They also felt weird that the professor was getting his wife involved in official matters. Okay, so the wife is a qualified professional but this is not the way to do it. Actually, if the professor and his missus were such great academic creatures, how could they have missed the cultural factor in making their moves? Gringo executives flying in for a few days make that mistake all the time. But they can be forgiven because they are from another culture and are only businessmen.
Third point has to do with knowing your limitations. The professor and the missus haven't been here long enough to know the terrain. The theoretical aspects of public administration a PhD knows so well can be so different from the real world inhabited by the Ronnie Zamoras, the Lenny de Jesuses they have to contend with.
And I can only smile at how the missus thinks her stint with the Beijing bureau of the New York Times and her degree from Boston University qualifies her to draft an effective strategy to run the Malacañang Press Office. I can almost hear the UP grads at the Press Office mumbling "ang yabang yabang, Maryknoll lang pala. At saka Boston U? Harvard sana."
I hope the professor and his missus haven't been so burned by their initial brush with the local power players to make them decide to take the first flight back to Canada. I think the professor has much to contribute. I would like to believe he and the missus have their hearts in the right place. Maybe, just a little overeager. I only advise them to be more sensitive to the environment, not to rush in like Sherman tanks in some other people's turfs and not to swagger like a mayabang na balikbayan.
Strike 1. But that's not the end of the game. How they learn from their experience is what's important. One last piece of advice: take things in stride. Do not say things like having given up one's Canadian citizenship and thousands of dollars in income or things like that. That sounds pikon. And in this country, specially in this country's politics, ang unang mapikon, talo.

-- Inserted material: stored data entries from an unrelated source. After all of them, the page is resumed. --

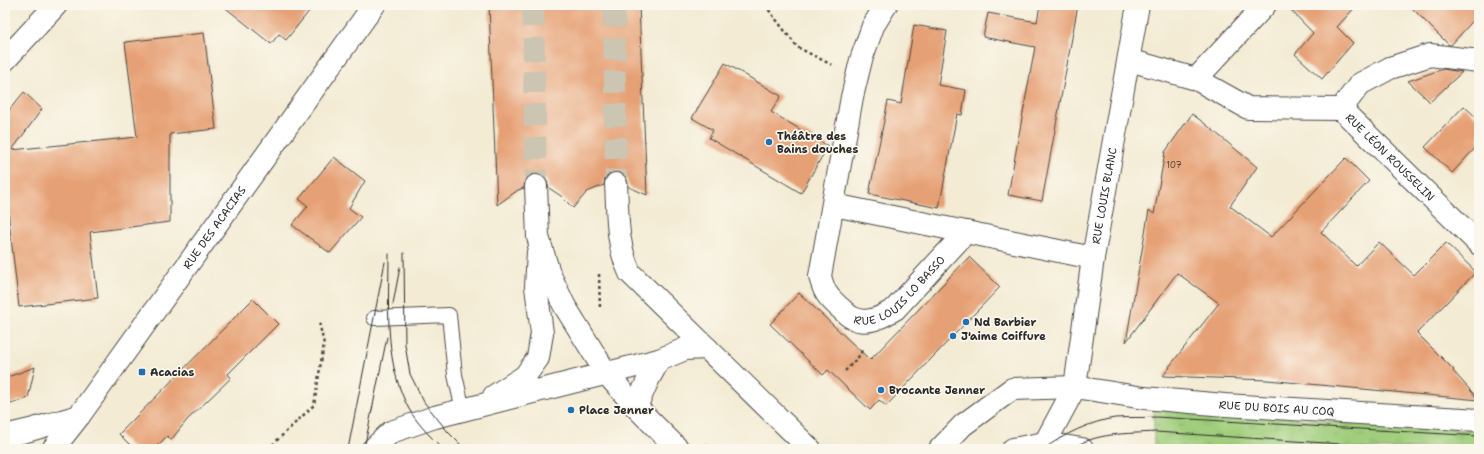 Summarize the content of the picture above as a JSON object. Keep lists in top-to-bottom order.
{
  "streets": {
    "main road": [
      "RUE LÉON ROUSSELIN",
      "RUE LOUIS BLANC",
      "RUE DES ACACIAS",
      "RUE LOUIS LO BASSO",
      "RUE DU BOIS AU COQ"
    ]
  },
  "crossings": [
    ["RUE LÉON ROUSSELIN", "RUE LOUIS BLANC"],
    ["RUE LOUIS BLANC", "RUE DU BOIS AU COQ"]
  ],
  "places": {
    "other": [
      "Théâtre des Bains douches",
      "Nd Barbier",
      "J'aime Coiffure",
      "Brocante Jenner",
      "Place Jenner"
    ],
    "transit": ["Acacias"]
  },
  "house_numbers": ["107"]
} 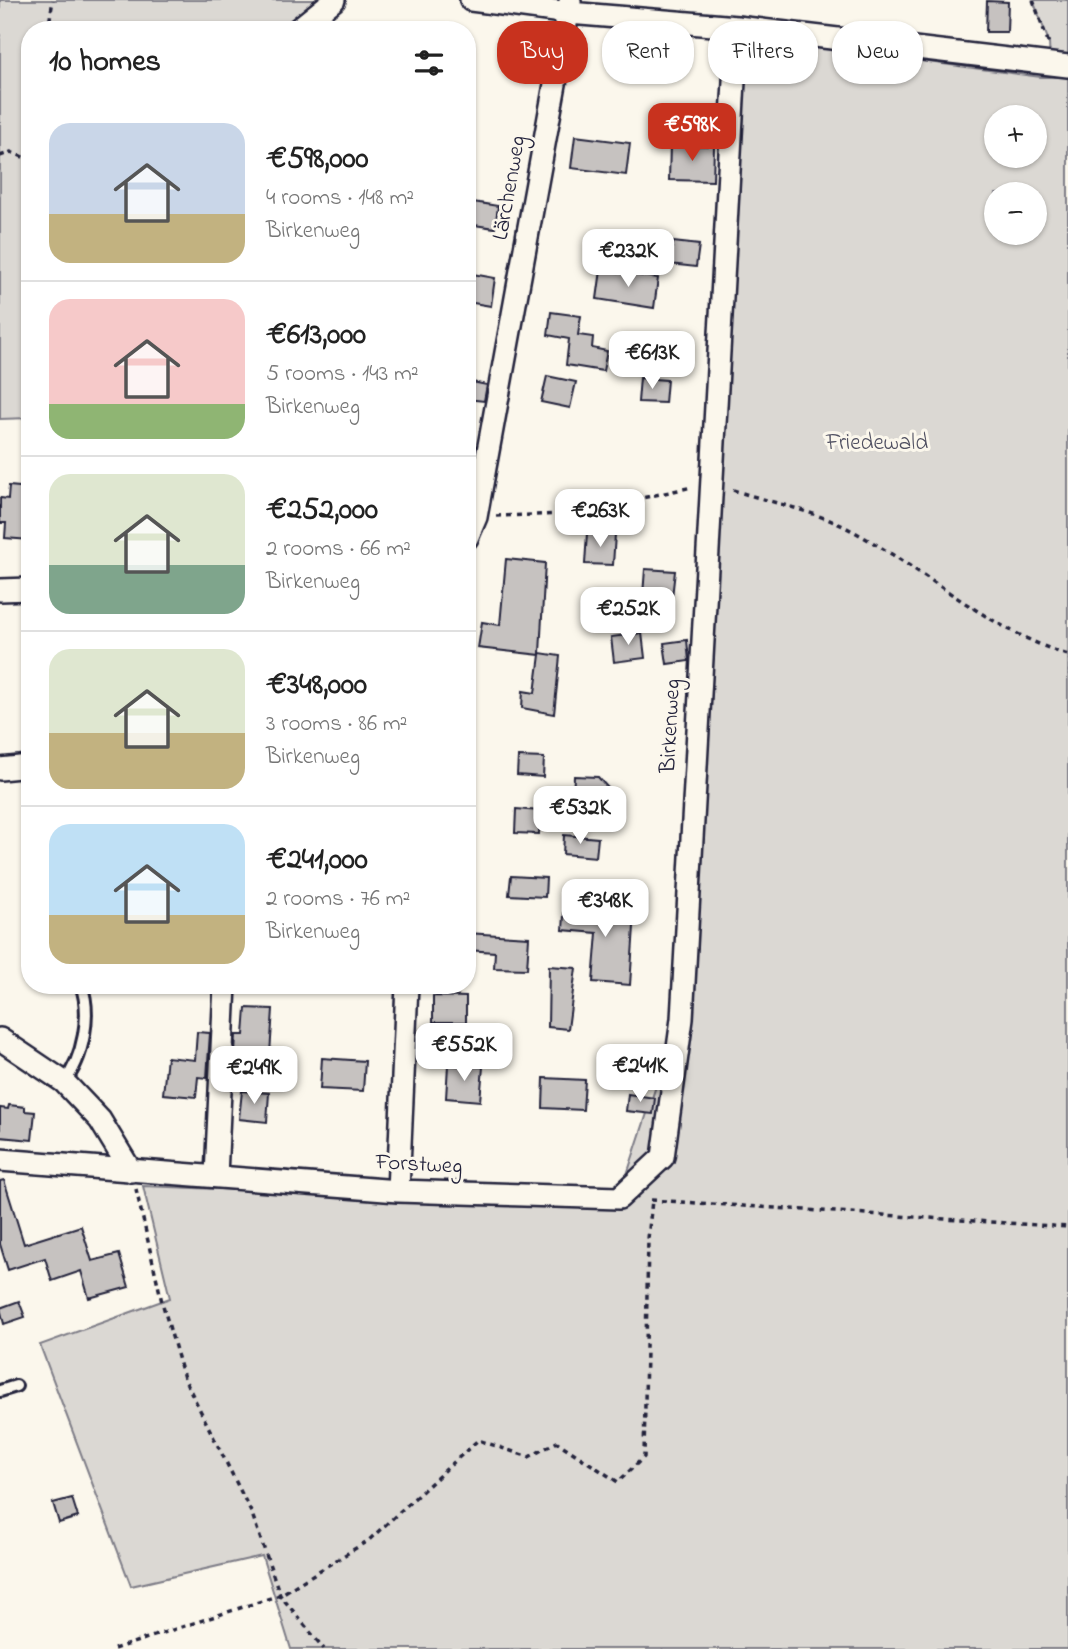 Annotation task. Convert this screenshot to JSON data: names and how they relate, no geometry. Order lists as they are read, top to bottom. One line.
{"streets":{"street":["Lärchenweg","Birkenweg","Forstweg"]},"crossings":[["Birkenweg","Forstweg"]],"parks":["Friedewald"],"page":{"chip":["Buy","Rent","Filters","New"],"heading":"10 homes","price":["€598K","€232K","€613K","€263K","€252K","€532K","€348K","€552K","€241K","€249K"],"map_buttons":["+","−"],"list":[{"name":"€598,000","note":"4 rooms · 148 m² · Birkenweg"},{"name":"€613,000","note":"5 rooms · 143 m² · Birkenweg"},{"name":"€252,000","note":"2 rooms · 66 m² · Birkenweg"},{"name":"€348,000","note":"3 rooms · 86 m² · Birkenweg"},{"name":"€241,000","note":"2 rooms · 76 m² · Birkenweg"}]}}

There is a term for it I learned while covering the foreign affairs beat: faux pas. Bad mistake. This is something the Laquians are experiencing now, because they had forgotten what our culture was all about. But they are not alone. Reader Rosana Sy forwarded to me this e-mail listing a number of cross cultural marketing faux pas, which can be funny.

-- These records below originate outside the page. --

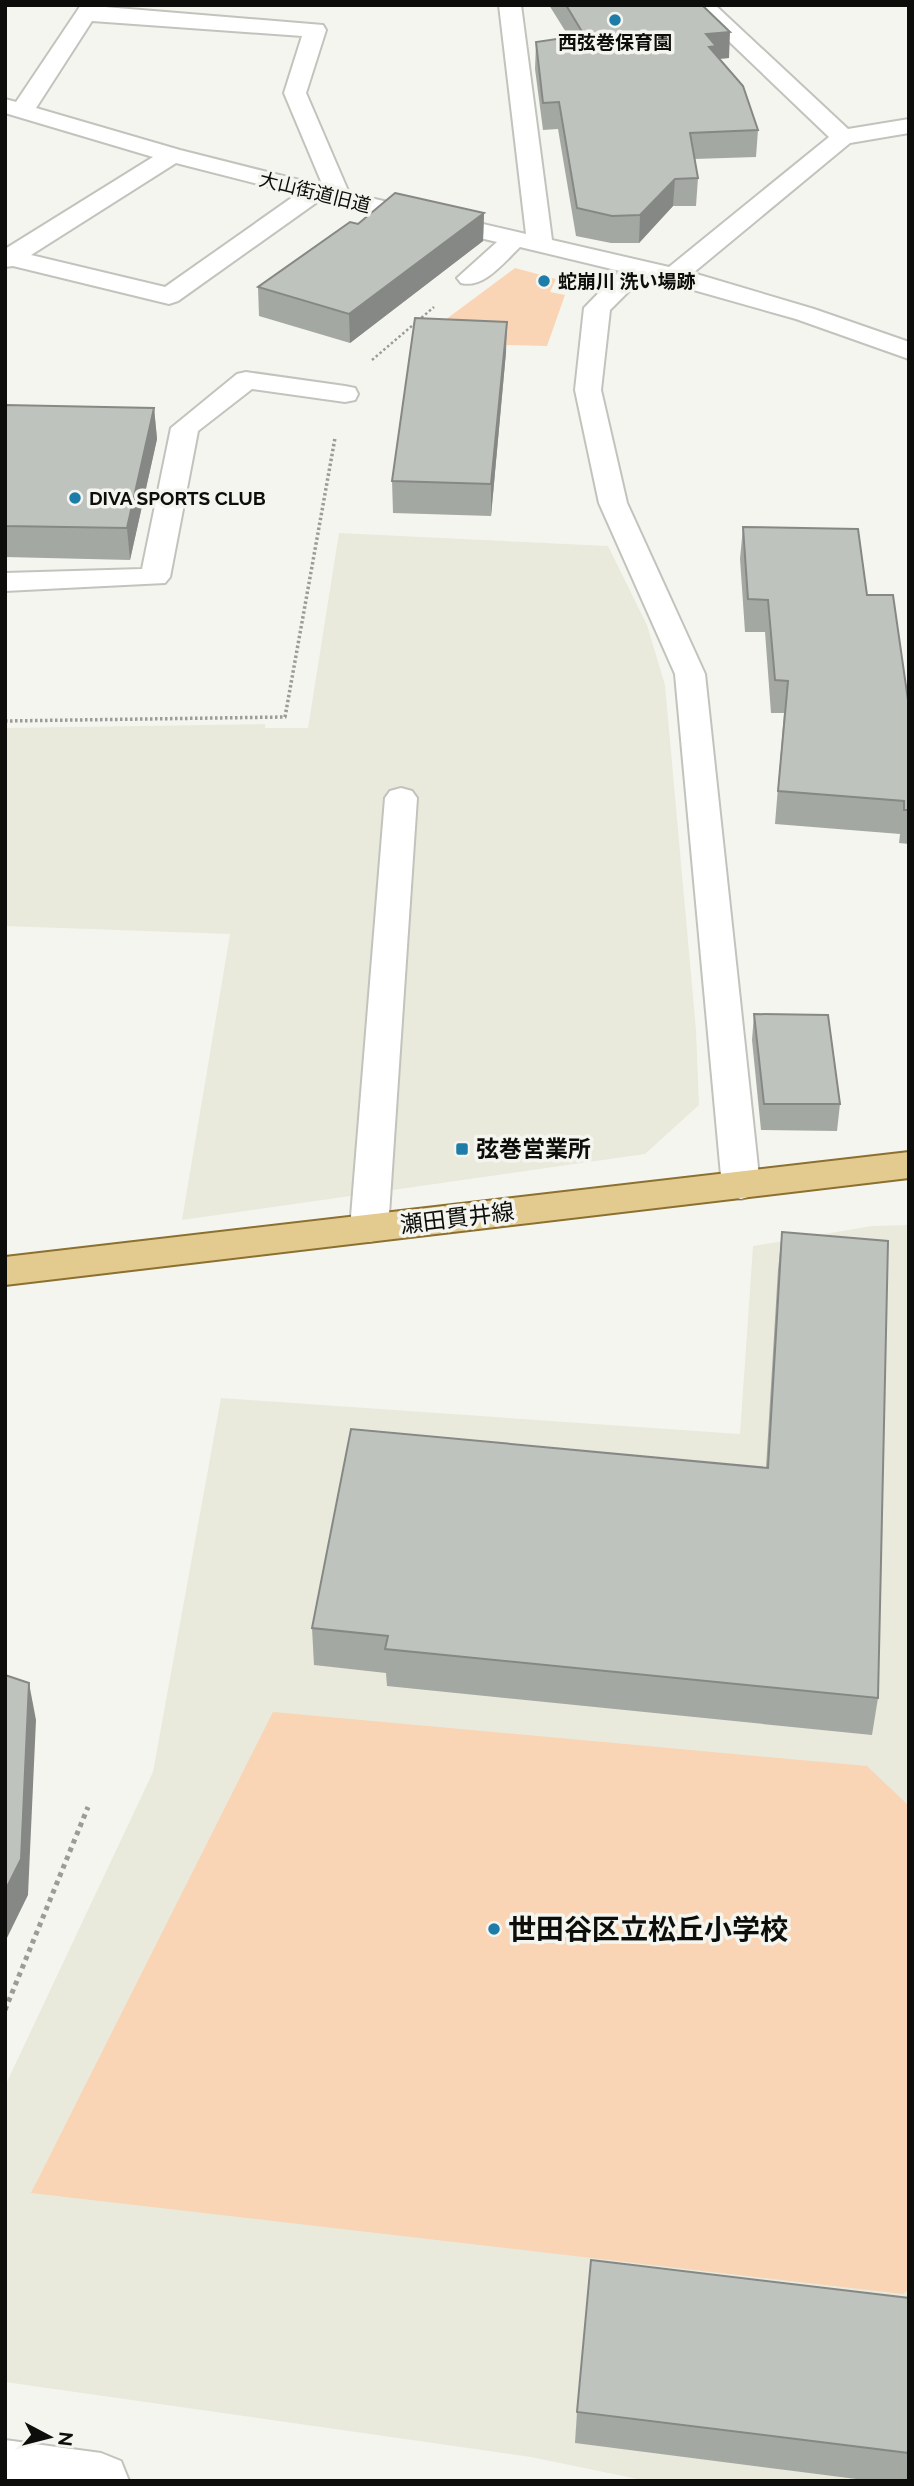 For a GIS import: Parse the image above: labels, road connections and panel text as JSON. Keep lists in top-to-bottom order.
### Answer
{
  "streets": {
    "main road": ["瀬田貫井線"],
    "street": ["大山街道旧道"]
  },
  "places": {
    "other": [
      "西弦巻保育園",
      "蛇崩川 洗い場跡",
      "DIVA SPORTS CLUB",
      "世田谷区立松丘小学校"
    ],
    "transit": ["弦巻営業所"]
  },
  "north": "right"
}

1. The Dairy Association's huge success with the campaign "Got Milk?" prompted them to expand advertising to Mexico. It was soon brought to their attention the Spanish translation read "Are you lactating?"
2. Coors put its slogan, "Turn It Loose," into Spanish, where it was read as "Suffer From Diarrhea."
3. Scandinavian vacuum manufacturer Electrolux used the following in an American campaign: "Nothing sucks like an Electrolux." 4. Clairol introduced the "Mist Stick," a curling iron, into Germany only to find out that "mist" is slang for manure. Not too many people had use for the "Manure Stick."
5. When Gerber started selling baby food in Africa, they used the same packaging as in the US, with the smiling baby on the label. Later they learned that in Africa, companies routinely put pictures on the labels of what's inside, since many people can't read.
6. Pepsi's "Come Alive With the Pepsi Generation" translated into "Pepsi Brings Your Ancestors Back From the Grave" in Chinese.
7. Frank Perdue's chicken slogan, "It takes a strong man to make a tender chicken" was translated into Spanish as "it takes an aroused man to make a chicken affectionate."
8. When Parker Pen marketed a ball-point pen in Mexico, its ads were supposed to have read, "It won't leak in your pocket and embarrass you." The company thought that the word "embarazar" (to impregnate) meant to embarrass, so the ad read: "It won't leak in your pocket and make you pregnant!"